For generations, popcorn has ruled as the king of fresh-made snacks. It certainly has roots far deeper in American culture than hot dogs or apple pie. In fact, English settlers who arrived on the Mayflower were introduced to popcorn at the first Thanksgiving Feast at Plymouth, Mass.
Today, no movie theater experience would be complete without a bucket of hot, fresh popcorn. The same is true at home. Americans consume 63 quarts per man, woman, and child each year, according to the Popcorn Board. Approximately 70% of that is purchased at retail stores in both raw and popped form, and eaten at home.
What makes popcorn special is not so much the quantity consumed, or its lengthy history. It’s this: popcorn is the only snack food that Americans primarily make from scratch. Home hot-air poppers, stovetop poppers, and a wide variety of industrial-strength foodservice poppers are an integral part of the American cultural scene. For more than 300 years, popcorn alone has maintained this status.
Now, for the first time, a serious competitor is poised to challenge the king. “Third-generation” snacks, sometimes referred to as semi or half products, are a hit in Europe and about to hit the American market. These snacks are the product of new twin-screw extrusion technology, innovative food formulations, and new appliance technology for both home and foodservice.
Here’s how it works. Following extrusion cooking and forming, third-generation snack pellets are dried, reaching their final texture. The pellets are packaged at this point and distributed. At home or in the movie theater, the pellets are popped in hot oil or puffed in a hot-air stream, according to extruder manufacturer Wenger Manufacturing, Inc., Sabetha, Kan. While Europeans generally like the hot oil variety, most development work in the U.S. is aimed at the healthier hot-air style.
When puffed, the products can be salted and flavored, or dipped. Puffed breakfast cereals also are possible.
Third-generation snacks have long-term storage stability and high bulk density, which increases packaging efficiency. This creates a marketing dimension similar to that for raw popcorn. The versatility and wide range of unique final products also yield a higher gross profit than standard direct expanded snacks.
Several different raw materials may be mixed together to make a suitable recipe for third-generation snacks, according to Wenger. This includes functional formulations that focus on health and nutrition. A typical recipe for snack pellets might include 55% modified cornstarch, 28% modified wheat starch, 16% tapioca starch, and 1% emulsifier. Generally, levels of 60% or less of total starch in the recipe will give only slight expansion and will yield a final product with a hard and crunchy texture after frying or popping. An example of this would be mainly whole ground corn such as a corn chip snack. Conversely, as the total starch level exceeds 60%, the final product will expand more, resulting in a light, “frothy” texture, the company claims.
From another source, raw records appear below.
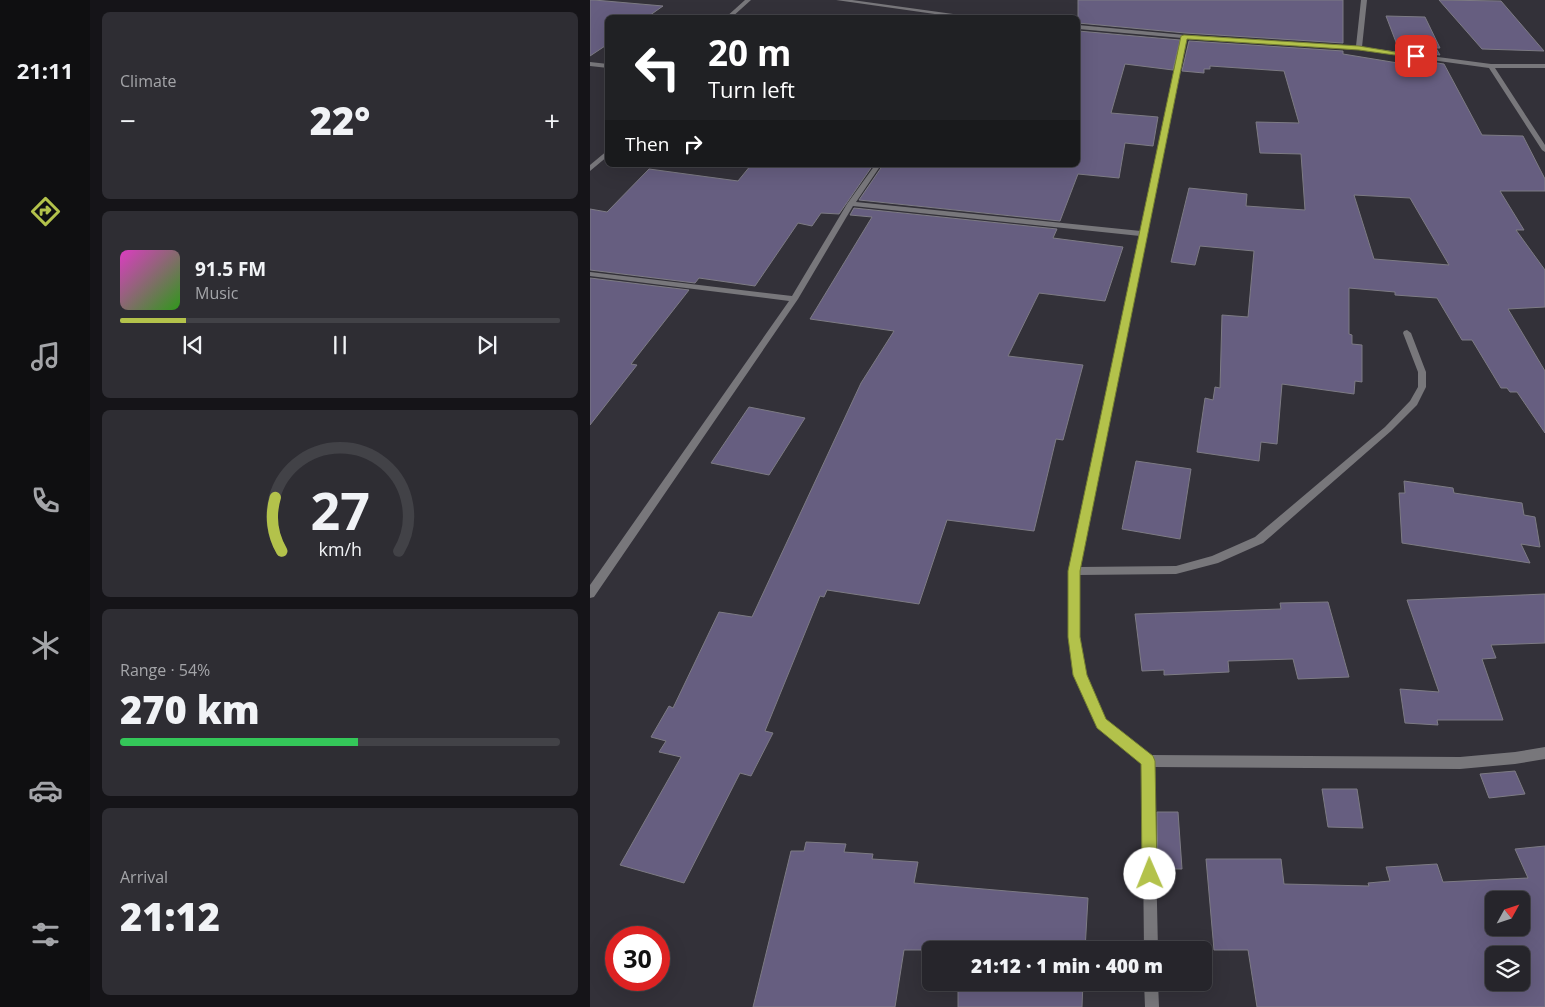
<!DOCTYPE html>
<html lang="en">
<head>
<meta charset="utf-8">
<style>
	:root { --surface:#26252b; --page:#2e2d33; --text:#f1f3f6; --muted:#a4a5a9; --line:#424247; --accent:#b3c24b }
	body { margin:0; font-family:"Open Sans",sans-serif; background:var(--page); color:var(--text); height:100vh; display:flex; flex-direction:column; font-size:19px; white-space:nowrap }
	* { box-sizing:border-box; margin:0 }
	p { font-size:16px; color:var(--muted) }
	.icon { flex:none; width:28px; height:28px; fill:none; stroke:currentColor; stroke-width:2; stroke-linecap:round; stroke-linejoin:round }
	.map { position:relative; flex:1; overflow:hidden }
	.panel { display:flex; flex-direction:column; gap:12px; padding:12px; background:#151418; width:500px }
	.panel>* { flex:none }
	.hud { position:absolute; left:15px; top:15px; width:475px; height:152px; border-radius:8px; box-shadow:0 5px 20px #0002,0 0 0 1px var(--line); background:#202124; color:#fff; overflow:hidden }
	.needle { width:32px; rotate:50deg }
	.controls { position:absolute; left:895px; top:891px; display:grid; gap:10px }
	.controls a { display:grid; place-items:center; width:45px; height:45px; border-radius:8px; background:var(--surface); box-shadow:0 5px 20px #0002,0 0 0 1px var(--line); font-size:25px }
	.speed { position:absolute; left:15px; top:926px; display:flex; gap:10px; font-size:25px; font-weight:700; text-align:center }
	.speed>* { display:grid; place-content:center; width:65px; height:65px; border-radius:50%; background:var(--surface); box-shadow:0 5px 20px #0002,0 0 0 1px var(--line); line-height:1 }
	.speed .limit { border:8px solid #d22; background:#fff; color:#111 }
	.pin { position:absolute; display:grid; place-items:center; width:42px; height:42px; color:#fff; margin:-21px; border-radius:10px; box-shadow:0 2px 8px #0006 }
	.me { position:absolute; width:55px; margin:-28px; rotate:359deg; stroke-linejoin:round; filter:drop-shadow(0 0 4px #0008) }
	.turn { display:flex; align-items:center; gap:18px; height:105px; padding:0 20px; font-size:22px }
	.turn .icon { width:65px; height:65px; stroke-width:2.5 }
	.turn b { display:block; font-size:35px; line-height:42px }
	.then { display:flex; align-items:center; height:48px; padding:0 20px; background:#0003; gap:10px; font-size:19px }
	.big { font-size:38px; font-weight:800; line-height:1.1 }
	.panel .card { flex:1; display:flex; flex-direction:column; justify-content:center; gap:8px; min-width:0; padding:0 18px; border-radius:8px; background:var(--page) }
	.panel .dial { align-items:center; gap:0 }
	.dial svg { height:130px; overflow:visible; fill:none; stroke:var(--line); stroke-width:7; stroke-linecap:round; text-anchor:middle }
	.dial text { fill:var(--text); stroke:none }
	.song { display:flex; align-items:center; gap:15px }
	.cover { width:60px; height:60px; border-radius:8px; background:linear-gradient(135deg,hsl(310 70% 55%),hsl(110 70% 35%)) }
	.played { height:5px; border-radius:2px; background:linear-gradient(90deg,var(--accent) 15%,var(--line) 15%) }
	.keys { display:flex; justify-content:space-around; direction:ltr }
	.heat { display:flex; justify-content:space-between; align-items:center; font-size:28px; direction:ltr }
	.charge { height:8px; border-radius:4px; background:linear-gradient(90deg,#34c759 54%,var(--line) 0) }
	.trip { position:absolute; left:332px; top:941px; width:290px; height:50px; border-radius:8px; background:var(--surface); box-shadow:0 5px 20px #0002,0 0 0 1px var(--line); font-weight:800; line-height:50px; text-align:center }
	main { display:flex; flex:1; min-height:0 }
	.tabs { display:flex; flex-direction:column; width:90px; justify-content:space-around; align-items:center; background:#0f0f11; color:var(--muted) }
	.tabs .icon { width:35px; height:35px }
	.tabs .on { color:var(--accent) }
	.tabs b { font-size:22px; color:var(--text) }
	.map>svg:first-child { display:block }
	.building { fill:#665e80; stroke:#7d7b84; fill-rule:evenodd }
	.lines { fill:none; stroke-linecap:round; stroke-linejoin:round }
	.minor { fill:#78777b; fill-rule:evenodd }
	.route { fill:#b3c24b; stroke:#747e31 }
</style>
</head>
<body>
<main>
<nav class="tabs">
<b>21:11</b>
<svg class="icon on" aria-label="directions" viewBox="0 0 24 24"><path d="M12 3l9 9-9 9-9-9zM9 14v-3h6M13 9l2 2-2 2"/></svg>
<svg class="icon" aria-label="music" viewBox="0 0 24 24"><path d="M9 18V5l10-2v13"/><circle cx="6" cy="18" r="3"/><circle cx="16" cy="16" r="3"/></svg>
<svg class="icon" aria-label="phone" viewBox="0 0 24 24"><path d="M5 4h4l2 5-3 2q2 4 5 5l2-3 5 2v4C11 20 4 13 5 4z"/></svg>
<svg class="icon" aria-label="climate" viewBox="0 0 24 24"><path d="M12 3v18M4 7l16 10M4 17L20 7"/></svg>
<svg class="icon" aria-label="car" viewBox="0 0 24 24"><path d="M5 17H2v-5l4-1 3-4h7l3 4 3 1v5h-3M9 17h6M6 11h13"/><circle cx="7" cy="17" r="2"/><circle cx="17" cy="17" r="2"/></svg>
<svg class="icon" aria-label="filters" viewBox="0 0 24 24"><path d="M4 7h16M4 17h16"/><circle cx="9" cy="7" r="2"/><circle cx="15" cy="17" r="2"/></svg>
</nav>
<section class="panel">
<div class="card"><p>Climate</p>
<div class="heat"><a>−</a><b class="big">22°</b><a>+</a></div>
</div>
<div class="card">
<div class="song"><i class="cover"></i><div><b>91.5 FM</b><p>Music</p></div></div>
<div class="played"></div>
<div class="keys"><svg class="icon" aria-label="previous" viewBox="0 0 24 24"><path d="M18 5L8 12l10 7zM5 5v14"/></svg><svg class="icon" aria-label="pause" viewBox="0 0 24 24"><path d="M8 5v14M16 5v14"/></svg><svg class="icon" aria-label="next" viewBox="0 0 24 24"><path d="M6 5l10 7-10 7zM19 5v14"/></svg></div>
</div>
<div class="card dial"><svg viewBox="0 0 100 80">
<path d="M14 69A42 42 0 1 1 86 69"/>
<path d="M14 69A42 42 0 0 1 10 36" stroke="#b3c24b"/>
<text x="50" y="56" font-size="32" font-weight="700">27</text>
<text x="50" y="72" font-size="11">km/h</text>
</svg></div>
<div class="card"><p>Range · 54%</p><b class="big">270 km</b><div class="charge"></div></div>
<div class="card"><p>Arrival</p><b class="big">21:12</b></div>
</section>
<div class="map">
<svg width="955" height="1007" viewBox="0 0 955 1007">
	<rect width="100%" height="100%" fill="#333139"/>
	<!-- building -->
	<path class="building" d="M 0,0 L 4,0 L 73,6 L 56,18 L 18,18 L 18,44 L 0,56 Z
		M 488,0 L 753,0 L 753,43 L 595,33 L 488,23 Z
		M 849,0 L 911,1 L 954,51 L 892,49 Z
		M 796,16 L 835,17 L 850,48 L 846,48 L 850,55 L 809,50 Z
		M 488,31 L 590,40 L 583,70 L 535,64 L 521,113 L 568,117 L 563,146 L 535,143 L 529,178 L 488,174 L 470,221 L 269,200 L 293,165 L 488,165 Z
		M 599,41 L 753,51 L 753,54 L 814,64 L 812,58 L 854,64 L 892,135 L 933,136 L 955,179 L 955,191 L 910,191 L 934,230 L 926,230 L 955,270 L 955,307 L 918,309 L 955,371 L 955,433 L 927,392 L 920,392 L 917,388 L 911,388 L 882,340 L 872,340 L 847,298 L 805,295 L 805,292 L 759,288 L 759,334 L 762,335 L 762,344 L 772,345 L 772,382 L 765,381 L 764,394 L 692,384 L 687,444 L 671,442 L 669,461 L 607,452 L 615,398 L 623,400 L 625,387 L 630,388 L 632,315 L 658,317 L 664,251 L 610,246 L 605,265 L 581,262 L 599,188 L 657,194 L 656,206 L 715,210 L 711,154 L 670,153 L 666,122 L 709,123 L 694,71 L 620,66 L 620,69 L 614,69 L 614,73 L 592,71 ZM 764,195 L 820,198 L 859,265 L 784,259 Z
		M 161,165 L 283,165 L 249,214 L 231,213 L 222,226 L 208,223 L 165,286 L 109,278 L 105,283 L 0,270 L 0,209 L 17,212 L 59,169 L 148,181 Z
		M 264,208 L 467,229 L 463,238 L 533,247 L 515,301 L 449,293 L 418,356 L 493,365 L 473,440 L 466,439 L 444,531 L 357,520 L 329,604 L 237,590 L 234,597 L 230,596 L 175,731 L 183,733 L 161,776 L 150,773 L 94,883 L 30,865 L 91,757 L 69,752 L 76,741 L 61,737 L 79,706 L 83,708 L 129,612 L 162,617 L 271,383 L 304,331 L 220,319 L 282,217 L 260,215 Z
		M 0,278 L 99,290 L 41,364 L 47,365 L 0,425 Z
		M 159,407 L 215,418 L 179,475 L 121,463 Z
		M 546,461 L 601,469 L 590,539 L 532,529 Z
		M 814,481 L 863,488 L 864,493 L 932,503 L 934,515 L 945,517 L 950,547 L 931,544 L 940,563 L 812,543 L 809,493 L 815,493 Z
		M 955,594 L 955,643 L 901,645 L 906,658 L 892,659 L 913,720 L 847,720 L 848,725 L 815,723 L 810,689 L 849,692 L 817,600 Z
		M 738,602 L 759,677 L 708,679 L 703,659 L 638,661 L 639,672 L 574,675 L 574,670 L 552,671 L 545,614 L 691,609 L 690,603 Z
		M 925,771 L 935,794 L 899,798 L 890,774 Z
		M 732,789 L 767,789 L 773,828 L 738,827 Z
		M 567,812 L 588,812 L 592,869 L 568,869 Z
		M 216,842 L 256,844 L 254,852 L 283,854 L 282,859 L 328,862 L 324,883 L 498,898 L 495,950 L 314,950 L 305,1007 L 163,1007 L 201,851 L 214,851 Z
		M 955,846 L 955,1007 L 667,1007 L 658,950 L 624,950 L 616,859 L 691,859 L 694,884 L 779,886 L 778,883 L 800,881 L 796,867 L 847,864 L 853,882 L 938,878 L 925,849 ZM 904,900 L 931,900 L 931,928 L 904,928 ZM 904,955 L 931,955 L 931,982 L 904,982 Z
		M 368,982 L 493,982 L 492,1007 L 368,1007 Z"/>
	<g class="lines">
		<!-- minor -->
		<path class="minor" d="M 155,0 L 161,0 L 141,18 L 135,18 Z
			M 246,0 L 262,0 L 392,18 L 373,18 Z
			M 771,0 L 777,0 L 772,47 L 901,64 L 955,64 L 955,68 L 905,68 L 955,145 L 955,152 L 952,150 L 899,68 L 769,50 L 597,39 L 490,567 L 586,566 L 622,556 L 665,537 L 795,427 L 820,401 L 828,387 L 828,372 L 813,333 L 814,331 L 817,330 L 821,333 L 836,372 L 836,387 L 827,405 L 801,431 L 673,543 L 628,563 L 586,574 L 489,575 L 490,637 L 496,675 L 515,719 L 560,755 L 870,757 L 925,752 L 955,747 L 955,759 L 925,764 L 870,769 L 564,767 L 568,950 L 554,950 L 552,764 L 507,727 L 484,675 L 478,637 L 479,571 L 550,236 L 263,206 L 208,299 L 4,597 L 0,598 L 0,585 L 199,301 L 0,276 L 0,272 L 202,296 L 257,204 L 285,165 L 291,165 L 266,202 L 551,231 L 592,38 L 488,29 L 488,25 L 595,35 L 766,46 Z
			M 0,62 L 18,64 L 18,68 L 0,66 Z
			M 18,150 L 18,156 L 0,171 L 0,165 Z
			M 554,982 L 568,982 L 569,1007 L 555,1007 Z"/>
	</g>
	<!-- route -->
	<path class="route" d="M 594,35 L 769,46 L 829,56 L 826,58 L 769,50 L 597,39 L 490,571 L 490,637 L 497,675 L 516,719 L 563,756 L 565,761 L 567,874 L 565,880 L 560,882 L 554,880 L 552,874 L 551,764 L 507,728 L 483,675 L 478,637 L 478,571 L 591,36 Z"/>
</svg>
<div class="controls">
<a><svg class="needle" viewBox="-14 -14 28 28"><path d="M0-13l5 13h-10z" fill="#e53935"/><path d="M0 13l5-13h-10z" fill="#a4a5a9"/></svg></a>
<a><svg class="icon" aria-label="layers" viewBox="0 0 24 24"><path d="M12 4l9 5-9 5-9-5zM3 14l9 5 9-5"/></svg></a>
</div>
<div class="speed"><div class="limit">30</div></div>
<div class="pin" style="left:826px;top:56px;background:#d93025"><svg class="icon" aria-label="arrive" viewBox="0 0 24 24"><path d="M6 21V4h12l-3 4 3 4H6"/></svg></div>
<svg class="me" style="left:560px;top:874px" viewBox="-20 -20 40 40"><circle r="19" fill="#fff"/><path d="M0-13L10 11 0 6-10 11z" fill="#b3c24b"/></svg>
<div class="trip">21:12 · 1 min · 400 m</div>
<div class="hud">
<div class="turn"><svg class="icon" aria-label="left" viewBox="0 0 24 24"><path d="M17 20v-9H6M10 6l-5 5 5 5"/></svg><div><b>20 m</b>Turn left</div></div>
<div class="then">Then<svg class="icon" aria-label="right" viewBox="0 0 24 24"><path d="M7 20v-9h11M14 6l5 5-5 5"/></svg></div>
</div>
</div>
</main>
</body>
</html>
This versatility gives third-generation snacks an edge over popcorn, as does the ability to create an unlimited variety of shapes, while the need for specialized popping equipment and the more general challenge of introducing the concept to consumers represent considerable challenges.
Taking on this challenge is entrepreneur Jon Tedesco, founder of Munchables, Inc., Corona, Calif. (www.munchables.com). His company has developed a complete “Snack Factory” concept that includes packaged snack pellets and a patented convection-type food preparation system. The concept was hatched five years ago and will be formally launched later this year to coincide with the Christmas/New Year holiday season.
“Third-generation snacks have really never caught on in the U.S. yet,” Tedesco said, “but the manufacturers who have worked with us are anxious to see what happens. We may have found the best way to market lots of third-generation product.”
While he didn’t specify the details of the Munchables marketing plan, the initial thrust will aim at retail consumers. An extensive infomercial is featured on the company’s Web site and may later appear on television, in which the system is demonstrated. The company also is in the process of lining up regional distributors. It hopes to sell the system once, and then perpetuate sales of snack foods via direct and retail sales. “We’re not going to charge a lot for the appliance. Our goal is to get a lot of appliances into kitchens and then stress food sales,” Tedesco said.
Pending the results of the retail launch, Tedesco has plans to move into the foodservice arena where he envisions Munchables being popped right next to the popcorn.
Partnering with Munchables is Tsann Kuen Enterprise Co., Ltd., of Taiwan, the same OEM appliance manufacturer that builds the hot-selling George Foreman Grill. “When they saw our crude prototype a few years ago, they got real excited, so they threw their hat in the ring and helped us develop what is now our finished home unit,” Tedesco said.
By this time next year, third-generation snacks may be on their way to carving out a slice of the $60 billion U.S. snack food market. At that point, Tedesco’s success may also be his biggest challenge, as competition from major snack food marketers will be fierce and formidable.
No one seems to know exactly where the term third-generation came from. Tedesco has been trying to find out for more than five years, with no success. “There’s no consensus around the world, no one agrees on where it actually got started,” he said.
At this point, no one exactly knows where it’s headed, either.